SOURCE DATA:

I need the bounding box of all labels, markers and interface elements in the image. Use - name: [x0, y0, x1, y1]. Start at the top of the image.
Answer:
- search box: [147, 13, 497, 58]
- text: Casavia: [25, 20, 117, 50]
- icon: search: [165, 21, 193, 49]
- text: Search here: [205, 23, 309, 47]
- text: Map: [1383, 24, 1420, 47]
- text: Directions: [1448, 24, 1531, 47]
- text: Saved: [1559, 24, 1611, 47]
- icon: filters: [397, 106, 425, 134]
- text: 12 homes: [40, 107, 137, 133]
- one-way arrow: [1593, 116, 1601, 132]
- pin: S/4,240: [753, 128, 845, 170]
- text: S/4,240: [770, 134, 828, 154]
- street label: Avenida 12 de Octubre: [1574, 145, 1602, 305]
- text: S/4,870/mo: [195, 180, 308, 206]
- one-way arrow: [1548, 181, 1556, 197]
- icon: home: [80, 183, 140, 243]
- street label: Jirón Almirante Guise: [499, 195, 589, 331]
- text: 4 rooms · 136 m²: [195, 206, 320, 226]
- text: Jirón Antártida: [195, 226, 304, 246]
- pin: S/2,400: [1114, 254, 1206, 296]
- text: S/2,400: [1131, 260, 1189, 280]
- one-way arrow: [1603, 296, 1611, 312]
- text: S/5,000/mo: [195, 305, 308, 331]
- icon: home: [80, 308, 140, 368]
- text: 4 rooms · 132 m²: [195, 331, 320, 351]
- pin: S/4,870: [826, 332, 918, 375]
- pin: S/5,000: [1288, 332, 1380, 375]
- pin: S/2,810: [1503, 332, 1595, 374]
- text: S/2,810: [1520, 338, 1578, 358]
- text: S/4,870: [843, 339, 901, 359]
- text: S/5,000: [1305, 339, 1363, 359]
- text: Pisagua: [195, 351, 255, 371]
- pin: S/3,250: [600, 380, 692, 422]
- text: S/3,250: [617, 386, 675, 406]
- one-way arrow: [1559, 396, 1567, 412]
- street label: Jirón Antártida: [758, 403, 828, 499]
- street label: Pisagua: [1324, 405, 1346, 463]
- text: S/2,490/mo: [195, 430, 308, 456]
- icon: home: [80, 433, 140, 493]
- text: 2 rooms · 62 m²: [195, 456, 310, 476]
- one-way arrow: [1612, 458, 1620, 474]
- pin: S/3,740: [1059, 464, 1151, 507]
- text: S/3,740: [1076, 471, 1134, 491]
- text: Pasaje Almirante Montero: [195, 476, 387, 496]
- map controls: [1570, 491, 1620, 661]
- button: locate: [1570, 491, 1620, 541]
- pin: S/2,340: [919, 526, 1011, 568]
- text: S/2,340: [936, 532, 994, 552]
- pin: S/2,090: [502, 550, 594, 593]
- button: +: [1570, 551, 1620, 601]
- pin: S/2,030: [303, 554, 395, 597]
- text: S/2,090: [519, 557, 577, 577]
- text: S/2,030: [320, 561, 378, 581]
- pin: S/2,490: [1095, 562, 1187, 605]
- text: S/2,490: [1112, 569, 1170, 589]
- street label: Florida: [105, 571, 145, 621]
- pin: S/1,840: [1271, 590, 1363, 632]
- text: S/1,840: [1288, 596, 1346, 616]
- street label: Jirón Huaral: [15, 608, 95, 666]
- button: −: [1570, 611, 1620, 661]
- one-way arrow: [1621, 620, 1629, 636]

EXERCISE REQUIREMENTS: The entire listing has to be written out again exactly.

RESULT OF THE TASK:
I need the bounding box of all labels, markers and interface elements in the image. Use - name: [x0, y0, x1, y1]. Start at the top of the image.
Answer:
- search box: [147, 13, 497, 58]
- text: Casavia: [25, 20, 117, 50]
- icon: search: [165, 21, 193, 49]
- text: Search here: [205, 23, 309, 47]
- text: Map: [1383, 24, 1420, 47]
- text: Directions: [1448, 24, 1531, 47]
- text: Saved: [1559, 24, 1611, 47]
- icon: filters: [397, 106, 425, 134]
- text: 12 homes: [40, 107, 137, 133]
- one-way arrow: [1593, 116, 1601, 132]
- pin: S/4,240: [753, 128, 845, 170]
- text: S/4,240: [770, 134, 828, 154]
- street label: Avenida 12 de Octubre: [1574, 145, 1602, 305]
- text: S/4,870/mo: [195, 180, 308, 206]
- one-way arrow: [1548, 181, 1556, 197]
- icon: home: [80, 183, 140, 243]
- street label: Jirón Almirante Guise: [499, 195, 589, 331]
- text: 4 rooms · 136 m²: [195, 206, 320, 226]
- text: Jirón Antártida: [195, 226, 304, 246]
- pin: S/2,400: [1114, 254, 1206, 296]
- text: S/2,400: [1131, 260, 1189, 280]
- one-way arrow: [1603, 296, 1611, 312]
- text: S/5,000/mo: [195, 305, 308, 331]
- icon: home: [80, 308, 140, 368]
- text: 4 rooms · 132 m²: [195, 331, 320, 351]
- pin: S/4,870: [826, 332, 918, 375]
- pin: S/5,000: [1288, 332, 1380, 375]
- pin: S/2,810: [1503, 332, 1595, 374]
- text: S/2,810: [1520, 338, 1578, 358]
- text: S/4,870: [843, 339, 901, 359]
- text: S/5,000: [1305, 339, 1363, 359]
- text: Pisagua: [195, 351, 255, 371]
- pin: S/3,250: [600, 380, 692, 422]
- text: S/3,250: [617, 386, 675, 406]
- one-way arrow: [1559, 396, 1567, 412]
- street label: Jirón Antártida: [758, 403, 828, 499]
- street label: Pisagua: [1324, 405, 1346, 463]
- text: S/2,490/mo: [195, 430, 308, 456]
- icon: home: [80, 433, 140, 493]
- text: 2 rooms · 62 m²: [195, 456, 310, 476]
- one-way arrow: [1612, 458, 1620, 474]
- pin: S/3,740: [1059, 464, 1151, 507]
- text: S/3,740: [1076, 471, 1134, 491]
- text: Pasaje Almirante Montero: [195, 476, 387, 496]
- map controls: [1570, 491, 1620, 661]
- button: locate: [1570, 491, 1620, 541]
- pin: S/2,340: [919, 526, 1011, 568]
- text: S/2,340: [936, 532, 994, 552]
- pin: S/2,090: [502, 550, 594, 593]
- button: +: [1570, 551, 1620, 601]
- pin: S/2,030: [303, 554, 395, 597]
- text: S/2,090: [519, 557, 577, 577]
- text: S/2,030: [320, 561, 378, 581]
- pin: S/2,490: [1095, 562, 1187, 605]
- text: S/2,490: [1112, 569, 1170, 589]
- street label: Florida: [105, 571, 145, 621]
- pin: S/1,840: [1271, 590, 1363, 632]
- text: S/1,840: [1288, 596, 1346, 616]
- street label: Jirón Huaral: [15, 608, 95, 666]
- button: −: [1570, 611, 1620, 661]
- one-way arrow: [1621, 620, 1629, 636]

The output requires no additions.